The original Enterprise NCC-1701, commanded by Captain Kirk in the 1960’s series, is the embodiment of perfection. It was light-years ahead of its time. The concept had never been seen before; a vessel with specific, dedicated engines, designated crew areas, life support systems, bays for auxiliary craft, emergency systems, command areas. It was perfect. There was purpose behind its design. Her crew of 435, or 430, depending on your source, was there for a reason. Engineers made their home in the Engine Room, where even an Admiral was merely a tolerated trespasser. Sickbay was brilliantly located in the safest area of her hull. Audiences had never seen anything like her. They truly felt as though they could be a part of the her crew, venturing to the unexplored corners of the galaxy.
- Registry: NCC-!701 and NCC-1701-A
- Commander: James T. Kirk, Captain Spock, Captain Willard Decker (for like an hour and a half)
- Crew Complement: 500
Until such time as we saw her slowly revealed through the beams and moorings of her temporary home in space dock in Star Trek: The Motion Picture, we had assumed that perfection was something that couldn’t be improved upon. We were glad to be wrong. The Enterprise refit is a masterpiece, not just aesthetically, but structurally, practically, and in believability. One could honestly accept they were looking at a plausible future spacecraft. When she first fired thrusters and departed space dock, audiences stood from their seats and cheered.
- Registry: NCC-1701-B
- Commander: Captain John Harriman
- Crew Complement: 800 (depending on source)
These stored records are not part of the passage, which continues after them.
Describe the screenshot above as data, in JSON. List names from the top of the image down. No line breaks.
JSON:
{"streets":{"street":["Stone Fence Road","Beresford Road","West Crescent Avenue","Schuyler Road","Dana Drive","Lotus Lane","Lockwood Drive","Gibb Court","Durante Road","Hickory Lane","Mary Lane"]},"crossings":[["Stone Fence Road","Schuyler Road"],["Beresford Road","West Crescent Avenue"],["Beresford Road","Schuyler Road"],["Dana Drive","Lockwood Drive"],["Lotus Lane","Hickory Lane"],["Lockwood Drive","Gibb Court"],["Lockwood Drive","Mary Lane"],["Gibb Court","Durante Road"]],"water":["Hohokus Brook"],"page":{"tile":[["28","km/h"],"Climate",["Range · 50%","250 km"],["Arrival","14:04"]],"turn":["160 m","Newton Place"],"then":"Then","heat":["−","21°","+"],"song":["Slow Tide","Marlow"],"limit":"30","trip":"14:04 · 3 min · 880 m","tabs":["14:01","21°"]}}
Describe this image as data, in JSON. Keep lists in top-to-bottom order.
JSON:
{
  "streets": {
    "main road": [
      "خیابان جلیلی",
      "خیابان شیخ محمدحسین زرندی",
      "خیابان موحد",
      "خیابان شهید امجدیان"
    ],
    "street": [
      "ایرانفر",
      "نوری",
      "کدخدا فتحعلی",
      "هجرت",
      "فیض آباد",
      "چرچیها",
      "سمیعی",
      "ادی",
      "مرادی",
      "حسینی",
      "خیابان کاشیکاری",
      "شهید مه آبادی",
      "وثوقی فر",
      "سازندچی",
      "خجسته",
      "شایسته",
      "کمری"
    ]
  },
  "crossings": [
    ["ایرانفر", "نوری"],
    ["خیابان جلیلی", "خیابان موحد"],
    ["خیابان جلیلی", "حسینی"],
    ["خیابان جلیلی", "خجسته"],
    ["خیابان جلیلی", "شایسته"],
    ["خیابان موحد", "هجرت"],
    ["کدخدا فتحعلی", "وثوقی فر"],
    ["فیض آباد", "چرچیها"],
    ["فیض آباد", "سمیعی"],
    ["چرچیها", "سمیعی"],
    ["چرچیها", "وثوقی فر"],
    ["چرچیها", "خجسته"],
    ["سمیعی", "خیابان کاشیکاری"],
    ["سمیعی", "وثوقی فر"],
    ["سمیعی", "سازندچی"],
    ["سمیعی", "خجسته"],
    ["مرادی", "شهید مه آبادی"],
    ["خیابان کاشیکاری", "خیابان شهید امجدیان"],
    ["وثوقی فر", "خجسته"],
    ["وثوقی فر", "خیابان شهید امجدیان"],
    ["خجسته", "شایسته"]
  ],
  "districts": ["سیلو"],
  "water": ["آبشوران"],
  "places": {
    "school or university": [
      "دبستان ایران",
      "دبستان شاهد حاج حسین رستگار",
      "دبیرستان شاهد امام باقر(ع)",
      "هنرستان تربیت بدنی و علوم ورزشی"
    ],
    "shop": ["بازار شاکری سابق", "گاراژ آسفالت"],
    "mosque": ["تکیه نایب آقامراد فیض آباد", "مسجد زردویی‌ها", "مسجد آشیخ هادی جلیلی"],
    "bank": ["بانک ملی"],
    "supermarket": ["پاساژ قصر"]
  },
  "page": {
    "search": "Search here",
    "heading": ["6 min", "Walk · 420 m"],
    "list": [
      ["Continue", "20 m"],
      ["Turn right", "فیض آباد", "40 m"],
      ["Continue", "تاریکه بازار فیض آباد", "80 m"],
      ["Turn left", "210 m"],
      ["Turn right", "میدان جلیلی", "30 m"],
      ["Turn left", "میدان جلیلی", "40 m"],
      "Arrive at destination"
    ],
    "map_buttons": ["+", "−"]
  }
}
Okay, we fully understand that Star Trek:Generations was very top heavy on payroll for its legendary cast, and didn’t have much money left over for production. We can also fully appreciate that the Enterprise B would be an Excelsior class, or in this case a variation on the Excelsior. This had been assumed all along. We can also appreciate adding on to the hull so they could do damage to the ship in the “Nexus” scene, without having to do actual damage to the production model. Still, this Enterprise is pretty butt-ugly. The name deserved better.
- Registry: NCC-1701-C
- Commander: Captain Rachel Garret
- Crew Complement: Who cares?
Doesn’t even merit mention in this article. Please read on:
- Registry: NCC-1701-D
- Commander: Captain Jean-Luc Picard
- Crew Complement: 1,000
From my perspective, the Enterprise-D always looked like someone took the original Enterprise from the 1960’s and ran over it. The color scheme with the red bussard collectors, and the blue on the nacelles, very much paid tribute to the original starship. The rest of the ship borrowed from the original’s concept, and then just kind of squished it. The primary hull became flatter and wider. The secondary hull, rather than cylindrical, sported a little bulge, a little, shall we say, mid-life-crisis around the middle. It was a beautiful ship, and a credit to the line. Unfortunately, throughout her voyages, the effects artists never really photographed her from her best angles. As a result, her true size was never realized on the screen, and she never soared quite as true as her predecessors.
- Registry: NCC-1701-E
- Commander: Captain Jean-Luc Picard
- Crew Complement: 750
The Enterprise-E was a welcomed addition to the Enterprise’s lineage. She paid tribute to the original Enterprise, yet made for a very sensible evolution in the line. She was sleek, fast, streamlined, and ready to fight Borg. She wasn’t quite the Holiday Inn vessel her predecessor, the Enterprise-D, had been. This, though, was a good thing. We didn’t want the Holidome in space, we wanted a vessel of exploration that could hold its own against an attacker. Once again, though, like the Enterprise-D, we never had the opportunity to see her photographed properly. Her best features were never accentuated, and we typically say a CG effect barely met the needs of the shot. There are those that would like to see one more film with the Next Generation cast just for the sake of giving this beautiful lady one more chance to soar.
- Registry: NX-01
- Commander: Captain Jonathan Archer
- Crew Complement: 83
For many of us, this Enterprise never really worked. It’s design is clever, just misplaced in time. This concept doesn’t work for Star Fleet’s first deep space vessel. The design never conveyed the sense of newness, unexplored territory, nor man’s attempt to overcome great obstacles and new terrain. The Enterprise NX-01 came off as a smaller version of Kirk’s Enterprise that was just a little more cramped and had real crappy phasers. It didn’t mold well into Star Trek canon.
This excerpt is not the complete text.